第3章 第2話 付き人
「ひどいなー、若は。あたしを惚れさせるだけ惚れさせてポイ捨てだなんて。ま、そんな若も好きなんだけど」
冬木黒実。年齢は俺の一つ上。そして親の借金によって狩咲組に売られた被害者。だった少女。
時期的には俺が若頭になる数ヶ月前。華を買った数週間後の話だ。親に売られたことで酷く落ち込んでいた彼女を俺と華の二人で立ち直らせ、黒実と華の二人はクーデターの際にとてもよく働いてくれた。そして気づいたのだ。黒実の異質さに。
「黒実……お前は追い出したはずだろ。お前の主義は俺とは合わない」
「確かにね。若は不公平をなくしたい。ヤクザとは思えないくらい立派な考えだよ。でもあたしは違う。ていうかあたしが普通なんだよね。世界が不公平なのは仕方ない。どうやっても変えられない。だったらさ、あたしが上にいたっておかしなことじゃないよね?」
そう。黒実が普通なのだろう。世界が不公平なら、自分が上になりたいというのは。他人を蹴落としてでも良い目を見たいというのは。
「でもお前はやりすぎる。……とにかく危険なんだよ」
「あれ? もしかして警視総監の娘さんがいるからって気遣ってる? やっぱ優しいなー若は。あたしのことを受け入れられないなら言っちゃえばいいのに。あたしは必要以上に人を傷つけるって。殺しだったりゆすりだったりクスリだったり。そういうのが嫌なんでしょ?」
こいつ……優香のことを知っている……。もしこれも知られていたら……。
「ていうか傷つくんだけど。なんであたし以外の女と付き合ってんの?」
「華!」
「っ」
俺が命じるよりも早く、華が間に割って入る。その必死な様を見た視界に捉えた黒実はこの場でただ一人笑顔を見せた。

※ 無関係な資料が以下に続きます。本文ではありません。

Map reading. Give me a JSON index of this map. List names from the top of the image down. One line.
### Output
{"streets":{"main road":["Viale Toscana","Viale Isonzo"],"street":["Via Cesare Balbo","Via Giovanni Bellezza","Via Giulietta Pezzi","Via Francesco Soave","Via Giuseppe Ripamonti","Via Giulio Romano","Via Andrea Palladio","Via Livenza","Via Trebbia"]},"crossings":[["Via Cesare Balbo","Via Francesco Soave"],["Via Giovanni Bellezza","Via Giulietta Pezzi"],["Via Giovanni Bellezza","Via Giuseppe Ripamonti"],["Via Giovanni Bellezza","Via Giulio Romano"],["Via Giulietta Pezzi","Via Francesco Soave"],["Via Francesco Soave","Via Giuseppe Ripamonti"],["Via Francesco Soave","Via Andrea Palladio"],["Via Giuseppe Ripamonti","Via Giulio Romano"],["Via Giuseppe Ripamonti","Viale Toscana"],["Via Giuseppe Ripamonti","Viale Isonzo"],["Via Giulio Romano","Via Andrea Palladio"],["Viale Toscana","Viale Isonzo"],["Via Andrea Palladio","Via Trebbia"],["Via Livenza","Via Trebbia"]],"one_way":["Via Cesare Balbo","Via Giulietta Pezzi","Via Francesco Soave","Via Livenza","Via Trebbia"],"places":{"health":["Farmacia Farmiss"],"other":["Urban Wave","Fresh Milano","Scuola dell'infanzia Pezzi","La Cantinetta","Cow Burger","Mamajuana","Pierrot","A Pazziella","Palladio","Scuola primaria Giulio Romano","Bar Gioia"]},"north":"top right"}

「やだなー、さすがに警視総監の娘さんのことは殺さないって。ただちょっとさ、甘いんじゃない? ちゃんと教えないと。この世界には法律の通じない相手がいるんだって」
「知ってるよ、冬木さん。あなたのことはたくさん調べた。でもね、冬木さん。この日本において法律は絶対なの。法律の通じない相手なんて存在しないんだよ? そんなこともわからないのかな?」
「お嬢……お願いします」
優香の煽りを聞いた華が神妙な面持ちで翔子とその役割を交代する。この判断は正しい。この場で黒実が傷つけないだろうとまだ安心できるのは俺と翔子の二人しかいないからだ。そして煽られて黒実が黙っていられるわけがない。華が俺を縛っている鎖を外すために俺に駆け寄ってくる。
「いいよね、華は」
黒実の攻撃対象が移り、鎖を外していた華が身体を震わせる。
「男に媚びてへつらって。まともに告白する度胸もないくせに幸せになろうとする。ほんと尊敬するよ。その奴隷根性。でもね、一番不公平を享受してるのはあんたなんじゃないの? あんたが一番若の考えに背いてるんじゃないの?」
「ストップ。そこら辺にしときなさい」
華が鎖を解く手を止めてしまったことに気づいた翔子がため息ながらにそう伝える。
「わかってるよ、お嬢。今日はほんとに妹さんに会いに来ただけなんだって。それも受け入れてもらえないっぽいしね。とりあえずまた来るよ。その時は考えてね。あたしと華、どっちを取るか」
俺が知っている彼女からは考えられないくらい物わかりのいいことを言い、拷問部屋から出ていく黒実。それで察する。本当に俺の傍にいたいのだと。
「……めんどくさくなったな」
そろそろ組長が幹部を正式に決める頃。内と外。二つの問題を抱え、俺は頭を抱えるのだった。縛られていて抱えられないけど。